Entsprechenden Stellen aus der Bibel, sowie der Tradition folgend verbindet man sie mit folgenden Eigenschaften:
Sonderstellung Marias
Gottesmutter
Maria ist die Mutter von Jesus von Nazareth, der im Christentum gleichzeitig Mensch und Gott ist. Das dritte Ökumenische Konzil in Ephesus 431 erklärte Maria zur theotokos, zur Gottesgebärerin.
Jungfrau
Die Jungfräulichkeit wird in zwei Ausprägungen gesehen:
- Jesus wurde nach der neutestamentlichen Überlieferung durch den Heiligen Geist gezeugt, als Maria Jungfrau war, sie hat vor seiner Geburt mit keinem Mann verkehrt.
- Maria blieb nach der außerbiblischen Legendbildung auch nach der Geburt von Jesus eine Jungfrau, war mit Josef nur dem Namen nach verheiratet (Josefsehe).
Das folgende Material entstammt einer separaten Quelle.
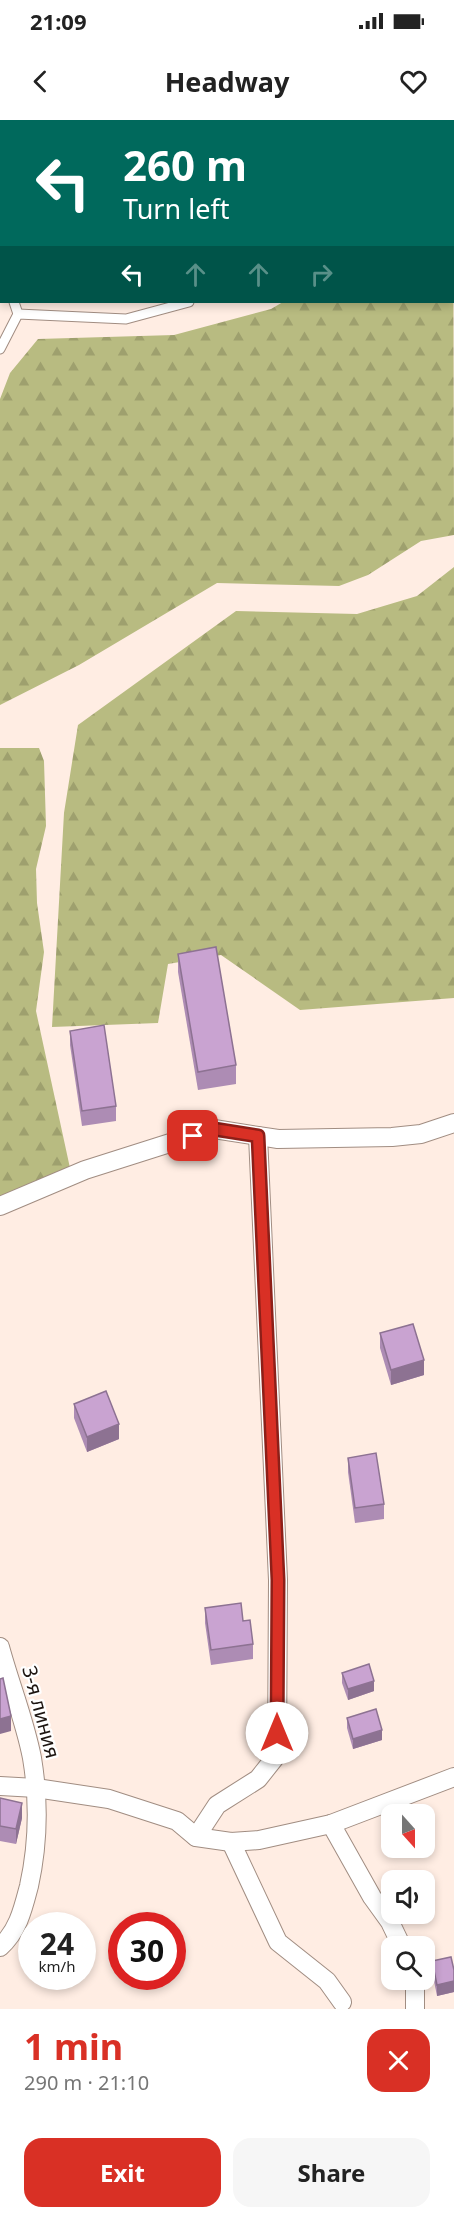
<!DOCTYPE html>
<meta charset="utf-8">
<style>
body{margin:0;font-family:"Noto Sans",sans-serif;background:#f6f6f6;color:#222;height:100vh;display:flex;flex-direction:column;font-size:22px;white-space:nowrap}
*{box-sizing:border-box;margin:0}
p{font-size:20px;color:#767676}
.icon{flex:none;width:33px;height:33px;fill:none;stroke:currentColor;stroke-width:2;stroke-linecap:round;stroke-linejoin:round}
.map{position:relative;height:1889px;overflow:hidden}
.panel{display:flex;flex-direction:column;background:#fff;flex:1}
.panel>*{flex:none}
.hud{position:absolute;left:0px;top:0px;width:454px;height:183px;box-shadow:0 3px 9px #0003;background:#00695c;color:#fff;overflow:hidden}
.needle{width:39px;rotate:159deg}
.tools{position:absolute;left:381px;top:1684px;display:grid;gap:12px}
.tools a{display:grid;place-items:center;width:54px;height:54px;border-radius:12px;background:#fff;box-shadow:0 3px 9px #0003;font-size:30px}
.speed{position:absolute;left:18px;top:1792px;display:flex;gap:12px;font-size:30px;font-weight:700;text-align:center}
.speed>*{display:grid;place-content:center;width:78px;height:78px;border-radius:50%;background:#fff;box-shadow:0 3px 9px #0003;line-height:1}
.speed small{font-size:15px;font-weight:400}
.speed .limit{border:9px solid #d22;background:#fff;color:#111}
.pin{position:absolute;display:grid;place-items:center;width:51px;height:51px;color:#fff;margin:-26px;border-radius:12px;box-shadow:0 3px 9px #0006}
.me{position:absolute;width:66px;margin:-33px;rotate:0deg;stroke-linejoin:round;filter:drop-shadow(0 0 4px #0008)}
.turn{display:flex;align-items:center;gap:21px;height:126px;padding:0 24px;font-size:27px}
.turn .icon{width:78px;height:78px;stroke-width:2.5}
.turn b{display:block;font-size:42px;line-height:51px}
.lanes{display:flex;align-items:center;height:57px;padding:0 24px;background:#0003;justify-content:center;gap:30px;direction:ltr}
.lanes .off{opacity:.35}
.round{display:grid;place-items:center;flex:none;width:63px;height:63px;border-radius:18px;background:#f6f6f6}
.headline{display:flex;align-items:center;justify-content:space-between;height:102px;padding:0 24px}
h1{font-size:36px;font-weight:700;line-height:45px;color:#d93025}
.button{display:flex;gap:12px;margin-top:auto;padding:12px 24px}
.button a{flex:1;height:69px;border-radius:18px;background:#d93025;color:#fff;font-size:24px;font-weight:700;line-height:69px;text-align:center}
.button a+a{background:#f6f6f6;color:#222}
.status{display:flex;justify-content:space-between;align-items:center;height:42px;padding:0 30px;background:#fff;direction:ltr}
.status svg{height:16px;fill:currentColor}
header{display:flex;justify-content:space-between;align-items:center;height:78px;padding:0 24px;background:#fff;font-size:27px;font-weight:700}
.map>svg:first-child{display:block}
.forest{fill:url(#forest-firs)}
.lines{fill:none;stroke-linecap:round;stroke-linejoin:round}
.service-casing{stroke:#a18d82;stroke-width:11}
.minor-casing{stroke:#a18d82;stroke-width:20}
.service{stroke:#fff;stroke-width:9}
.minor{stroke:#fff;stroke-width:18}
.wall{fill:#ad8cb4}
.shaded-wall{fill:#8d7292}
.building{fill:#c9a3d1;stroke:#8d7292;stroke-width:1.5}
.route-casing{stroke:#8d1f18;stroke-width:15}
.route{stroke:#d93025;stroke-width:10}
.labels{text-anchor:middle;stroke-width:4.5;stroke-linejoin:round;paint-order:stroke}
.street-label{font-size:20px;fill:#1d1511;stroke:#fff}
</style>
<div class="status"><b>21:09</b><svg viewBox="0 0 49 12"><path d="M0 12V9h3v3zM5 12V6h3v6zM10 12V3h3v9zM15 12V0h3v12zM26 1h20v11H26zM47 4h2v5h-2z"/></svg></div>
<header><svg class="icon" aria-label="back" viewBox="0 0 24 24"><path d="M15 5l-7 7 7 7"/></svg>Headway<svg class="icon" aria-label="heart" viewBox="0 0 24 24"><path d="M12 20l-8-8c-3-5 5-10 8-4 3-6 11-1 8 4z"/></svg></header>
<div class="map">
<svg width="454" height="1889" viewBox="0 0 454 1889">
<defs>
<pattern id="forest-firs" width="22" height="20" patternUnits="userSpaceOnUse" patternTransform="scale(1.5)"><rect width="22" height="20" fill="#b8bb81"/><path d="M5 1l3.5 6h-7zM16 11l3.5 6h-7z" fill="#9ea06e"/></pattern>
</defs>
<rect width="100%" height="100%" fill="#ffede3"/>
<g class="forest">
<path d="M453,15l1,400 -33,6 -53,34 -29,11 -122,-3 -138,82 -79,40v-306l10,-26 28,-34 136,-4 97,-26 12,-7h170z"/>
<path d="M454,447v431l-154,12 -79,-55 -53,9 -10,59 -106,4 12,-214 14,-88 158,-114 121,3 60,-18z"/>
<path d="M0,628h39l5,13 2,65 -10,43 1,34 7,49 -8,59 34,157 -70,31z"/>
</g>
<g class="lines">
<defs>
<g id="service">
<path d="M418,2l2,-2"/>
<path d="M0,131l2,6"/>
<path d="M14,182l4,12"/>
<path d="M0,229l18,-35 108,5 63,-17"/>
</g>
<g id="minor">
<path d="M0,1086l85,-36 129,-41 64,10 114,-2 29,-3 33,-11"/>
<path d="M0,1527c10,37 25,74 32,111 7,42 6,87 -3,128 -6,23 -11,45 -29,61"/>
<path d="M0,1666l36,2 73,11 68,22 19,16 35,5 28,-2 72,-16 123,-47"/>
<path d="M331,1704l41,73 18,25 12,25"/>
<path d="M196,1717l21,-32 41,-26 19,-24 1,-175 -20,-444"/>
<path d="M231,1722l47,100 49,39 15,21"/>
<path d="M415,1860v29"/>
</g>
</defs>
<use href="#service" class="service-casing"/>
<use href="#minor" class="minor-casing"/>
<use href="#service" class="service"/>
<use href="#minor" class="minor"/>
</g>
<g class="wall">
<path d="M178,834l58,111v19l-38,6 -20,-118z"/>
<path d="M70,911l46,75v15l-34,5 -12,-81z"/>
<path d="M380,1213l44,42 -33,10 -11,-37z"/>
<path d="M74,1284l45,35 -32,13 -13,-34z"/>
<path d="M348,1338l36,46v15l-29,4 -7,-51z"/>
<path d="M205,1488l38,13 10,23v15l-42,6 -6,-42z"/>
<path d="M342,1553l32,18 -26,9 -6,-17z"/>
<path d="M347,1598l35,22 -29,9 -6,-21z"/>
<path d="M0,1678l22,20 -6,26 -16,-3z"/>
<path d="M432,1841l22,9v22l-17,4 -5,-25z"/>
</g>
<g class="shaded-wall">
<path d="M424,1240v15l-33,10v-15z"/>
<path d="M119,1304v15l-32,13v-15z"/>
<path d="M374,1561v10l-26,9v-11z"/>
<path d="M11,1596v15l-11,3v-15z"/>
<path d="M382,1610v10l-29,9v-10z"/>
<path d="M22,1683v15l-6,26v-15z"/>
<path d="M454,1861v11l-17,4v-11z"/>
</g>
<g class="building">
<path d="M216,827l20,118 -38,7 -20,-118z"/>
<path d="M104,905l12,81 -34,5 -12,-80z"/>
<path d="M413,1204l11,36 -33,10 -11,-37z"/>
<path d="M106,1271l13,33 -32,13 -13,-33z"/>
<path d="M376,1333l8,51 -29,4 -7,-50z"/>
<path d="M241,1483l2,18 7,-1 3,24 -42,6 -6,-42z"/>
<path d="M369,1544l5,17 -26,8 -6,-16z"/>
<path d="M3,1558l8,38 -11,3v-40z"/>
<path d="M376,1589l6,21 -29,9 -6,-21z"/>
<path d="M0,1678l22,5 -6,26 -16,-3z"/>
<path d="M451,1837l3,13v11l-17,4 -5,-24z"/>
</g>
<g class="lines">
<defs>
<path id="route" d="M193,1016l21,-7 44,7 20,444 -1,153"/>
</defs>
<use href="#route" class="route-casing"/>
<use href="#route" class="route"/>
</g>
<g class="labels">
<g class="street-label">
<text transform="translate(41 1592) rotate(75)" y="7">3-я линия</text>
</g>
</g>
</svg>
<div class="tools">
<a><svg class="needle" viewBox="-14 -14 28 28"><path d="M0-13l5 13h-10z" fill="#e53935"/><path d="M0 13l5-13h-10z" fill="#767676"/></svg></a>
<a><svg class="icon" aria-label="sound" viewBox="0 0 24 24"><path d="M4 9h4l5-4v14l-5-4H4zM17 9q2 3 0 6"/></svg></a>
<a><svg class="icon" aria-label="search" viewBox="0 0 24 24"><circle cx="10" cy="10" r="6"/><path d="M15 15l6 6"/></svg></a>
</div>
<div class="speed"><div>24<small>km/h</small></div><div class="limit">30</div></div>
<div class="pin" style="left:193px;top:1016px;background:#d93025"><svg class="icon" aria-label="arrive" viewBox="0 0 24 24"><path d="M6 21V4h12l-3 4 3 4H6"/></svg></div>
<svg class="me" style="left:277px;top:1613px" viewBox="-20 -20 40 40"><circle r="19" fill="#fff"/><path d="M0-13L10 11 0 6-10 11z" fill="#d93025"/></svg>
<div class="hud">
<div class="turn"><svg class="icon" aria-label="left" viewBox="0 0 24 24"><path d="M17 20v-9H6M10 6l-5 5 5 5"/></svg><div><b>260 m</b>Turn left</div></div>
<div class="lanes"><svg class="icon" aria-label="left" viewBox="0 0 24 24"><path d="M17 20v-9H6M10 6l-5 5 5 5"/></svg><svg class="icon off" aria-label="ahead" viewBox="0 0 24 24"><path d="M12 20V5M6 11l6-6 6 6"/></svg><svg class="icon off" aria-label="ahead" viewBox="0 0 24 24"><path d="M12 20V5M6 11l6-6 6 6"/></svg><svg class="icon off" aria-label="right" viewBox="0 0 24 24"><path d="M7 20v-9h11M14 6l5 5-5 5"/></svg></div>
</div>
</div>
<section class="panel">
<div class="headline"><div><h1>1 min</h1><p>290 m · 21:10</p></div><a class="round" style="background:#d93025;color:#fff"><svg class="icon" aria-label="close" viewBox="0 0 24 24"><path d="M6 6l12 12M18 6L6 18"/></svg></a></div>
<div class="button"><a>Exit</a><a>Share</a></div>
</section>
Diese Jungfräulichkeit wird insbesondere in der katholischen Kirche als besondere Tugend gewertet.
Die im Neuen Testament in Matthäus 1,23 und Lukas 1,27 bezeugte Jungfräulichkeit fußt auf einer problematischen Übersetzung des hebräischen (Ur-)Textes von Jesaja 7,14 in der Septuaginta. "עלמה" (sprich: `almáh), das eine Frau von der Heiratsreife bis zur Geburt ihres ersten Kindes bezeichnet, wurde in der Septuaginta mit "παρθενoς" (sprich: parthénos), das im Deutschen "Jungfrau" bedeutet, wiedergegeben.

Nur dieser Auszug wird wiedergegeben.